I'm ready for the next part of our Japan adventure, the end of our Japan adventure, to begin. Here we go!

Suzumushi is chiming for me... chime me in, little friend.


Thursday 3 September 2009

Excited


My Mum's coming to visit. Ten more sleeps! I'm so thrilled. I might not have always seen eye to eye with my Mum (but then again, are there any mothers and daughters who do?), but I definitely love the heck out of her. She did an incredible job as a single parent for a few years there before finding her current (and lovely) husband, gave me a good education, straight teeth, a lot of support in my debating, basketball and athletics activities... really, looking back (in light of considering starting a family of my own at some point), I boggle at how awesome a job she did. She's about to come over and visit me as her first overseas vacation, and I'm just tickled pink.

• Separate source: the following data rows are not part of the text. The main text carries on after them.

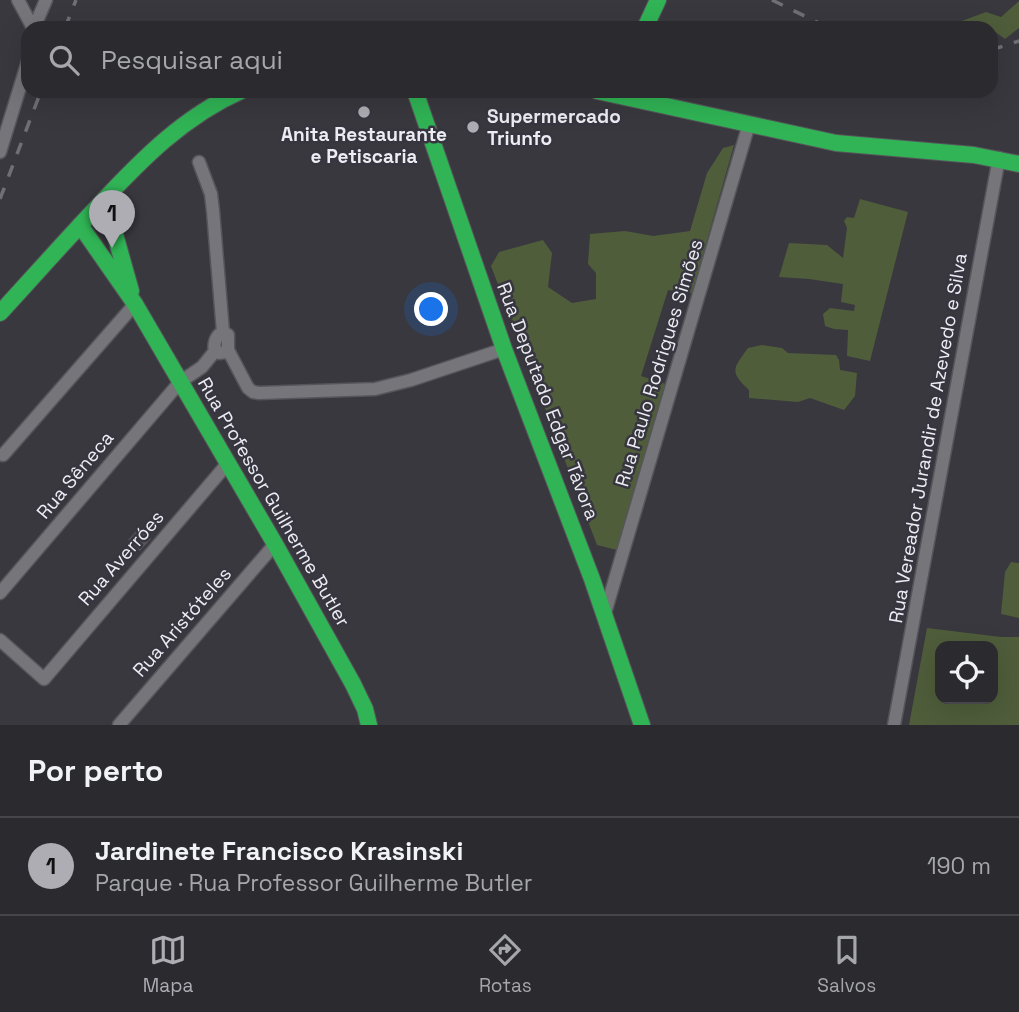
<!DOCTYPE html>
<html lang="pt">
<head>
<meta charset="utf-8">
<style>
  body { margin:0; font-family:"Space Grotesk",sans-serif; background:#333236; color:#f1f3f6 }
  .controls { position:absolute; right:21px; bottom:21px; display:grid; overflow:hidden; border-radius:14px; box-shadow:0 7px 28px #0002 }
  .controls button { width:63px; height:63px; display:grid; place-items:center; padding:0; border:0; border-bottom:2px solid #47464a; background:#2b2a2e; color:#f1f3f6; font:35px sans-serif }
  .you { position:absolute; left:432px; top:310px; width:24px; height:24px; margin:-18px; border:5px solid #fff; border-radius:50%; background:#1a73e8; box-shadow:0 0 0 10px #1a73e833 }
  .badge { display:grid; place-items:center; width:46px; height:46px; border-radius:50%; background:#adadb3; color:#111; font-size:23px; font-weight:700 }
  .pin { position:absolute; translate:-50% -58px; filter:drop-shadow(0 2px 4px #0008) }
  .pin::after { content:''; position:absolute; top:37px; width:24px; height:21px; background:inherit; clip-path:polygon(0 0,100% 0,50% 100%) }
  .list { margin:0; padding:0; list-style:none }
  h2 { display:flex; justify-content:space-between; align-items:center; height:91px; margin:0; padding:0 28px; font-size:30px }
  h2 small { font-size:23px; font-weight:400; color:#a6a7aa }
  .list li { display:grid; grid-template-columns:46px 1fr auto; gap:21px; align-items:center; box-sizing:border-box; height:98px; padding:0 28px; border-top:2px solid #47464a }
  .list b { display:block; font-size:26px; white-space:nowrap }
  .list p { margin:0; font-size:23px; white-space:nowrap; color:#a6a7aa }
  .list em { font-size:23px; font-style:normal; color:#a6a7aa }
  .icon { flex:none; width:38px; height:38px; fill:none; stroke:currentColor; stroke-width:2; stroke-linecap:round; stroke-linejoin:round }
  .map { position:relative; flex:none; width:1019px; height:725px; overflow:hidden }
  .search { position:absolute; background:#2b2a2e; box-shadow:0 7px 28px #0002; left:21px; right:21px; top:21px; height:77px; display:flex; align-items:center; gap:18px; box-sizing:border-box; padding:0 24px; border-radius:21px; color:#a6a7aa; font-size:26px }
  .sheet { height:189px; background:#2b2a2e }
  nav { display:flex; justify-content:space-around; align-items:center; box-sizing:border-box; height:98px; border-top:2px solid #47464a; background:#2b2a2e; font-size:19px; color:#a6a7aa }
  nav a { display:grid; justify-items:center; gap:4px }
  nav .on { color:#adadb3 }
  .map>svg:first-child { display:block }
  .green { fill:#4f5d3b; fill-rule:evenodd }
  .building { fill:#59525b }
  .lines { fill:none; stroke-linecap:round; stroke-linejoin:round }
  .street-casing { stroke:#56555b; stroke-width:15 }
  .fast-casing { stroke:#56555b; stroke-width:18 }
  .street { stroke:#75757a; stroke-width:12 }
  .fast { stroke:#30b455; stroke-width:16 }
  .rail { stroke:#706f74; stroke-width:3.5; stroke-dasharray:12 12; stroke-linecap:butt }
  .poi-dot { fill:#adadb3; stroke:#373640; stroke-width:2.5 }
  .labels { text-anchor:middle; dominant-baseline:central; stroke-width:5; stroke-linejoin:round; paint-order:stroke }
  .poi-label { font-size:19px; font-weight:bold; fill:#ececf2; stroke:#373640; text-anchor:start }
  .street-label { font-size:19px; fill:#ececf2; stroke:#373640 }
</style>
</head>
<body>
<div class="map">
<svg width="1019" height="725" viewBox="0 0 1019 725">
  <rect width="100%" height="100%" fill="#39383e"/>
  <!-- green -->
  <path class="green" d="M 1019,1 L 1019,28 L 1005,39 L 994,31 L 991,32 L 991,28 L 943,28 L 986,12 L 1001,17 Z
    M 734,145 L 692,293 L 668,290 L 641,376 L 666,384 L 617,550 L 597,545 L 491,266 L 499,252 L 543,240 L 552,253 L 548,287 L 572,303 L 596,299 L 596,273 L 588,264 L 590,234 L 625,231 L 653,236 L 690,231 L 707,173 L 723,148 Z
    M 860,199 L 908,212 L 870,361 L 847,356 L 848,330 L 834,329 L 825,326 L 823,314 L 830,308 L 854,311 L 855,305 L 841,302 L 843,284 L 809,279 L 779,277 L 789,243 L 827,245 L 843,258 L 847,228 L 844,221 L 847,217 L 854,218 Z
    M 762,345 L 782,348 L 788,353 L 836,355 L 839,360 L 840,370 L 857,373 L 855,396 L 844,410 L 810,398 L 798,402 L 749,398 L 749,390 C 729,371 733,369 748,348 Z
    M 1011,562 L 1019,563 L 1019,618 L 1001,614 L 1005,572 Z
    M 927,628 L 1001,637 L 1019,637 L 1019,725 L 909,725 ZM 940,646 L 993,646 L 993,699 L 940,699 Z"/>
  <!-- building -->
  <path class="building" d="M 139,528 L 151,539 L 140,551 L 128,540 Z"/>
  <g class="lines">
    <defs>
      <path id="street" d="M 18,0 L 33,28
        M 34,28 L 46,0
        M 0,152 L 28,61
        M 199,162 L 211,194 L 213,211 L 223,332
        M 223,332 L 228,335 L 228,350 L 226,352 L 219,353 L 215,351 C 213,344 216,335 223,332 Z
        M 228,350 L 248,388 L 253,392 L 259,393 L 375,389 L 411,380 L 504,349
        M 3,455 L 135,304
        M 0,593 L 180,382 L 202,367 L 215,351
        M 605,613 L 749,124
        M 0,640 L 44,679 L 228,463
        M 119,725 L 275,544
        M 894,725 L 999,158"/>
      <path id="fast" d="M 645,28 L 658,0
        M 415,91 L 504,349 L 592,579 L 642,725
        M 597,91 L 836,143 L 974,155 L 1019,164
        M 105,199 L 131,291
        M 80,225 L 135,304 L 275,544 L 353,684 L 365,709 L 369,725
        M 0,313 C 33,277 65,241 99,205 C 141,160 184,116 241,91"/>
    </defs>
    <!-- street casing -->
    <use href="#street" class="street-casing"/>
    <!-- fast casing -->
    <use href="#fast" class="fast-casing"/>
    <!-- street -->
    <use href="#street" class="street"/>
    <!-- fast -->
    <use href="#fast" class="fast"/>
    <!-- rail -->
    <path class="rail" d="M 772,0 L 829,28
      M 65,28 L 76,0
      M 991,50 L 1019,41
      M 0,199 L 41,91"/>
  </g>
  <!-- markers -->
  <g class="poi-dot">
    <circle cx="364" cy="112" r="7"/>
    <circle cx="473" cy="127" r="7"/>
  </g>
  <g class="labels">
    <!-- poi labels -->
    <g class="poi-label">
      <text x="487" y="116">Supermercado<tspan x="487" dy="22">Triunfo</tspan></text>
      <text x="364" y="134" text-anchor="middle">Anita Restaurante<tspan x="364" dy="22">e Petiscaria</tspan></text>
    </g>
    <!-- street labels -->
    <g class="street-label">
      <text transform="translate(659 363) rotate(-73)">Rua Paulo Rodrigues Simões</text>
      <text transform="translate(548 401) rotate(69)">Rua Deputado Edgar Távora</text>
      <text transform="translate(928 438) rotate(-80)">Rua Vereador Jurandir de Azevedo e Silva</text>
      <text transform="translate(75 475) rotate(-50)">Rua Sêneca</text>
      <text transform="translate(274 502) rotate(60)">Rua Professor Guilherme Butler</text>
      <text transform="translate(121 558) rotate(-49)">Rua Averróes</text>
      <text transform="translate(182 622) rotate(-49)">Rua Aristóteles</text>
    </g>
  </g>
</svg>
<div class="controls">
<button><svg class="icon" aria-label="locate" viewBox="0 0 24 24"><circle cx="12" cy="12" r="6"/><path d="M12 2v4M12 18v4M2 12h4M18 12h4"/></svg></button>
</div>
<div class="you"></div>
<div class="pin badge" style="left:112px;top:248px">1</div>
<div class="search"><svg class="icon" aria-label="search" viewBox="0 0 24 24"><circle cx="10" cy="10" r="6"/><path d="M15 15l6 6"/></svg>Pesquisar aqui</div>
</div>
<section class="sheet">
<h2>Por perto<small></small></h2>
<ul class="list">
<li><span class="badge">1</span><div><b>Jardinete Francisco Krasinski</b><p>Parque · Rua Professor Guilherme Butler</p></div><em>190 m</em></li>
</ul>
</section>
<nav>
<a class="on"><svg class="icon" aria-label="map" viewBox="0 0 24 24"><path d="M3 6l6-2 6 2 6-2v14l-6 2-6-2-6 2zM9 4v14M15 6v14"/></svg>Mapa</a>
<a><svg class="icon" aria-label="directions" viewBox="0 0 24 24"><path d="M12 3l9 9-9 9-9-9zM9 14v-3h6M13 9l2 2-2 2"/></svg>Rotas</a>
<a><svg class="icon" aria-label="saved" viewBox="0 0 24 24"><path d="M7 4h10v16l-5-4-5 4z"/></svg>Salvos</a>
</nav>
</body>
</html>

I've been trying to come up with some excellent Mum friendly activities (no trips to Bar Konton, methinks), but I just have to remind myself that the competent, well-organised bones in my body are most likely inherited from my Mum, I can probably rest assured that she could look after herself pretty damn well if it comes to it.


Tom got tonsillitis not but last week, which was accompanied with a roaring fever that I though might have been H1N1. Went to the hospital, was masked, isolated, tested, and negative. Tonsils were the size of golfballs, mind you. However, he's shrugged it off pretty well this time and is back at work, and singing with his dulcet tones. It's had him pretty down, the continuous sickness, and I feel like I've run out of ideas as to what to do. My bedside manner has pretty much been reduced to an incredulous "again?" Which is just terrible. Anyway, we've resolved to shove vitamins down his neck each morning, keep away from mad partying, rest, eat well, exercise, that kind of malarky... if that doesn't help, I don't know what will.

Also in the next couple of weeks I have a date with destiny: Zeni Geva are playing in Kyoto and I have reserved tickets. Very pumped!

Lastly but not leastly, our gig is on the 13th of September (the day before my Mum arrives) so we're training like mad up to our deadline... which brings me to what I'm gonna do now: drum practice waits for no woman! And double kicks require daily maintenance or they slip away.

Love to you all, thank you to Colin for the comment about the TB. I had heard similar stuff from my students about the Shin-Sekai area. I don't know exactly what kind of proximity to homeless dudes is required to be put at risk, but there's no denying there's a few of them about. About those emails, cards, postcards and letters that you all haven't sent - the phone calls you haven't made: we'd love to hear from you. No really.